***** Entries provided

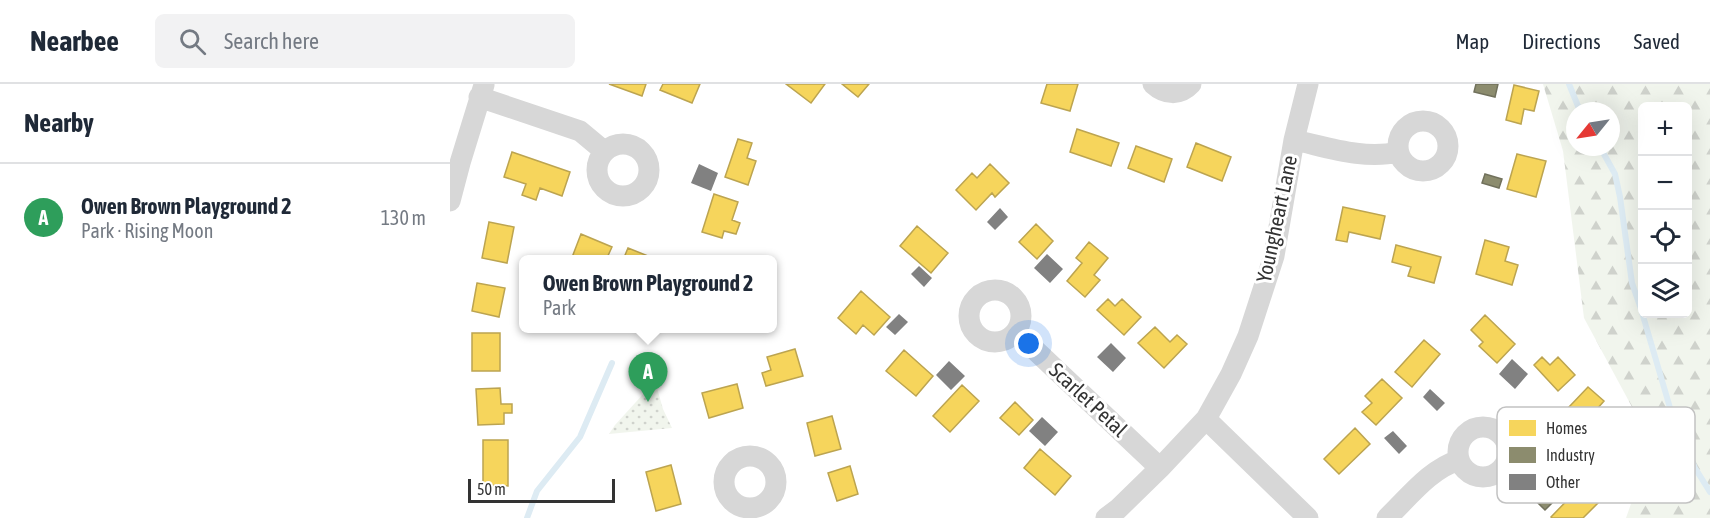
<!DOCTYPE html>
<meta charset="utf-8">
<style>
body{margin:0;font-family:"Asap Condensed",sans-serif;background:#f2f2f3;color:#1f2937}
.controls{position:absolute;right:18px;top:18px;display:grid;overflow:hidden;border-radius:9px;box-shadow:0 6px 24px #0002}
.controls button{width:54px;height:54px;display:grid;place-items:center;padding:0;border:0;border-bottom:2px solid #e0e1e3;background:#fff;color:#1f2937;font:30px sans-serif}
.compass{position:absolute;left:1116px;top:18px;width:54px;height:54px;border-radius:50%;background:#fff;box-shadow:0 6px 24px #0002;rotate:240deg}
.scale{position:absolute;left:18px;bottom:15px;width:147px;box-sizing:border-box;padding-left:6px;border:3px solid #333;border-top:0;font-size:16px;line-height:21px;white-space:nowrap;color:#333;-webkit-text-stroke:4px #fff;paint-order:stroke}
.you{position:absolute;left:579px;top:260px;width:21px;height:21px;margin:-15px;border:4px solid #fff;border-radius:50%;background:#1a73e8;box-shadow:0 0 0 9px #1a73e833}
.badge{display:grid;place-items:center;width:39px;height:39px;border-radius:50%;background:#0b8043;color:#fff;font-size:20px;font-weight:700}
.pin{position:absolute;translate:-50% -50px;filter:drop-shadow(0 2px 3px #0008)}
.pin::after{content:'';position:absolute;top:32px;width:21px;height:18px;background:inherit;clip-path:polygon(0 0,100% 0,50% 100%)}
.popup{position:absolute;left:69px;top:171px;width:258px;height:78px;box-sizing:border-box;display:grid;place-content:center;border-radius:9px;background:#fff;filter:drop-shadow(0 2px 4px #0005);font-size:20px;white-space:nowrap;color:#747a83}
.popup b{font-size:22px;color:#1f2937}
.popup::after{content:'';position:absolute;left:50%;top:100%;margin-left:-12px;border:12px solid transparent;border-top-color:#fff}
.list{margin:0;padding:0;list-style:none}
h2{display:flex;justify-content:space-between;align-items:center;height:78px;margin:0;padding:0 24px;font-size:26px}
h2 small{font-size:20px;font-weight:400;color:#747a83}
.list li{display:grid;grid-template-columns:39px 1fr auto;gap:18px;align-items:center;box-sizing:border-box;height:108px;padding:0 24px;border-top:2px solid #e0e1e3}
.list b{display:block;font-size:22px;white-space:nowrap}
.list p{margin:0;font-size:20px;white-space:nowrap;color:#747a83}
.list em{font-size:20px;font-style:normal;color:#747a83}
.icon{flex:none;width:33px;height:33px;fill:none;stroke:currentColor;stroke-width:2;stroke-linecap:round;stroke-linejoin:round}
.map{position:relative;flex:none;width:1260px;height:434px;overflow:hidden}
header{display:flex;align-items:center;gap:36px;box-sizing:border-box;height:84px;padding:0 30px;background:#fff;border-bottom:2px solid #e0e1e3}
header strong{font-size:28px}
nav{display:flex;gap:33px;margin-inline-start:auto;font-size:21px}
.search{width:420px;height:54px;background:#f2f2f3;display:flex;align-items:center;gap:15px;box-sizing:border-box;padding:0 21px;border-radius:9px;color:#747a83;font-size:22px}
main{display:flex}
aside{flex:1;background:#fff}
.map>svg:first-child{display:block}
</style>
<header>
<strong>Nearbee</strong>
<div class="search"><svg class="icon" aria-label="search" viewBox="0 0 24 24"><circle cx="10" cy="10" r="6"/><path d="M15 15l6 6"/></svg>Search here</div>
<nav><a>Map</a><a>Directions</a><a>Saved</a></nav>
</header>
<main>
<aside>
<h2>Nearby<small></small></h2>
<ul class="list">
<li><span class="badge" style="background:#2e9e5b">A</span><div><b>Owen Brown Playground 2</b><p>Park · Rising Moon</p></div><em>130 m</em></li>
</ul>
</aside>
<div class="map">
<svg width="1260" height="434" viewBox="0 0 1260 434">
<defs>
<pattern id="forest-firs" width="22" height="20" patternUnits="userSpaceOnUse" patternTransform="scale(1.5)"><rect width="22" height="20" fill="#f1f5ed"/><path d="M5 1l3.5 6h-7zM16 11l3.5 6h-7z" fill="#cfd2cc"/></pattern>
<pattern id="park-dots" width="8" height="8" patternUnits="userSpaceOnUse" patternTransform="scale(1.5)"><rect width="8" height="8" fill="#f1f5ed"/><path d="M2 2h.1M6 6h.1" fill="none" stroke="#cfd2cc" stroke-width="1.8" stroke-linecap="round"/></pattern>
</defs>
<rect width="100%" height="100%" fill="#fff"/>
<path fill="url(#forest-firs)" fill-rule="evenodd" d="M1093,0H1260V434H1176L1202,360L1134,234L1113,67ZM1192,22H1238V230H1192ZM1125,27H1161V63H1125Z"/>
<path fill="url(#park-dots)" d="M205,297L213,325L222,344L159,350L165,341Z"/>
<path fill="#f6d55c" stroke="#bca450" stroke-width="1.5" d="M159,0H196L192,12Z
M213,0H250L242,19L210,6Z
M336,0H375L361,19Z
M392,0H419L408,13Z
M597,0H628L620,27L591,19Z
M1064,1L1089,7L1084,27L1074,25L1071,40L1056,36Z
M627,45L669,59L661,82L620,68Z
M288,55L302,59L297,74L306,77L298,101L275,93Z
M746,59L781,73L772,97L737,83Z
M686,62L722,75L714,98L678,84Z
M62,68L120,88L112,112L90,104L86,116L72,111L76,100L54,93Z
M1067,70L1096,77L1086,113L1057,105Z
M540,80L559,99L545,113L542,109L526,126L506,106L522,89L527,94Z
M264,110L288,118L282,136L290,139L286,150L274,147L272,154L252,148Z
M893,123L935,132L930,155L899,148L897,158L886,156Z
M39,138L64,143L57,179L32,174Z
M586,140L603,157L587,175L569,158Z
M467,142L498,169L481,189L450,162Z
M131,150L162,163L156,176H121Z
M1035,156L1059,163L1055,177L1068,181L1062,201L1026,190Z
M639,158L658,174L644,191L650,196L635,213L617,197L632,179L626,174Z
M946,161L991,173L984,199L958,192L961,183L942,178Z
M178,164L208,176H173Z
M27,199L55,204L49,233L22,227Z
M411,207L440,233L424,251L413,241L406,250L388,234Z
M658,215L665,222L672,215L691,233L674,251L647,226Z
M1035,231L1065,260L1047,279L1029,262L1033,258L1021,246Z
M705,243L720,258L727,251L737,260L714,284L688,259Z
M22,249H50V287H22Z
M974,256L990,270L962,303L945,288Z
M345,265L353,292L316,302L312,289L321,286L317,273Z
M454,266L483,292L466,312L436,287Z
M1092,273L1100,281L1108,273L1125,291L1108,307L1084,281Z
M932,295L952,314L926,341L912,328L922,319L915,312Z
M287,300L293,324L259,334L252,309Z
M512,301L529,317L500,348L483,332Z
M1138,303L1154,317L1147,325L1162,340L1151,353L1119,323Z
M50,304L51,320H62V329H54V340L28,341L26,305Z
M565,318L583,336L569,351L550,334Z
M382,332L391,365L365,372L357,339Z
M905,344L920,360L889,390L874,375Z
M33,356H58V402L33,401Z
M590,365L621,392L605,411L574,384Z
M221,381L231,420L206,427L196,388Z
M400,382L408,410L387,417L378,389Z
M1132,401L1150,417L1133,434H1102L1101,433Z"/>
<path fill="#8c8c6e" stroke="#71715c" stroke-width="1.5" d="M1026,0H1048L1045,13L1024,8Z
M1035,90L1052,95L1049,104L1032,99Z
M1114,328L1121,335L1106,350L1099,344Z
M1090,407L1102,419L1095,426L1083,414Z"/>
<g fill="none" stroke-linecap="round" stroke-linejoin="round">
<path stroke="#ddebf3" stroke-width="6" d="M1119,0L1130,27
M1150,63L1165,90L1170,113L1182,199L1191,225L1223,334L1245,384L1260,408
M77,434L87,407L130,353L162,279"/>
</g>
<path fill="#818181" d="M249,80L268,89L261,107L241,99Z
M550,124L558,133L545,146L537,138Z
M597,170L613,185L600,199L584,184Z
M469,182L482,194L474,203L461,190Z
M449,230L458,238L445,251L436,243Z
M661,259L676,274L663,288L647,273Z
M1062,275L1078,290L1065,305L1049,290Z
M499,277L515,292L501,306L486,291Z
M980,305L995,319L987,327L973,313Z
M592,333L608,348L595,362L579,347Z
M943,347L957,362L949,370L934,354Z"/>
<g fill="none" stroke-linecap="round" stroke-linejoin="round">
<path stroke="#d7d7d7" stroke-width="21" d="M703,0C715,11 730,12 741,0
M29,13L130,47L154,67
M948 62a25 25 0 1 1 50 0a25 25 0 1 1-50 0Z
M844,56C877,63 914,76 948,68
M147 86a26 26 0 1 1 52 0a26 26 0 1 1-52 0Z
M0,117L10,79L34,1
M519 232a26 26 0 1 1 52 0a26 26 0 1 1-52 0Z
M566,248L710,384
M756,335L858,434
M1008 368a25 25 0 1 1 50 0a25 25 0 1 1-50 0Z
M274 398a26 26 0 1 1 52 0a26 26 0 1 1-52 0Z
M656,434L668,425L710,384L756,335L781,290L798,252L824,172L844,56L858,0
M937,434C959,413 980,385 1009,376"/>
</g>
<g text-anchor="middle" stroke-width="6" stroke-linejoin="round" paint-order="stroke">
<g font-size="21" fill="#333" stroke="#fff">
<text transform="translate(827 135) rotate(-78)" y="7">Youngheart Lane</text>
<text transform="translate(638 316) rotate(43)" y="7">Scarlet Petal</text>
</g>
</g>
<rect x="1047" y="323" width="198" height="96" rx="9" fill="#fff" stroke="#c2c2c2" stroke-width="1.5"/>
<rect x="1059" y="336" width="27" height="16" fill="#f6d55c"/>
<rect x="1059" y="363" width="27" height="16" fill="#8c8c6e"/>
<rect x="1059" y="390" width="27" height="16" fill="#818181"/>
<g font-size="16" fill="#333">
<text x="1096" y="350">Homes</text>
<text x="1096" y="377">Industry</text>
<text x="1096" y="404">Other</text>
</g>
</svg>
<div class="controls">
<button>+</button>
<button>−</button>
<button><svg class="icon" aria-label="locate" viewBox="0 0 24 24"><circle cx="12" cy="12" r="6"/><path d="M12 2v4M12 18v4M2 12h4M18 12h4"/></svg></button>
<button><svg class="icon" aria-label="layers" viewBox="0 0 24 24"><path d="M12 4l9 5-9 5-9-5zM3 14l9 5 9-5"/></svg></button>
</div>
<svg class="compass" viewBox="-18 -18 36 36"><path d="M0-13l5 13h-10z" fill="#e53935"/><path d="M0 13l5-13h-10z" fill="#747a83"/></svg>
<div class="scale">50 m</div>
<div class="you"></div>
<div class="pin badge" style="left:198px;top:318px;background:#2e9e5b">A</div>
<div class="popup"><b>Owen Brown Playground 2</b>Park</div>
</div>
</main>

**********

Work task:
Scan the data for the word "compass" and copy every line where it shows up.

Solution below:
.compass{position:absolute;left:1116px;top:18px;width:54px;height:54px;border-radius:50%;background:#fff;box-shadow:0 6px 24px #0002;rotate:240deg}
<svg class="compass" viewBox="-18 -18 36 36"><path d="M0-13l5 13h-10z" fill="#e53935"/><path d="M0 13l5-13h-10z" fill="#747a83"/></svg>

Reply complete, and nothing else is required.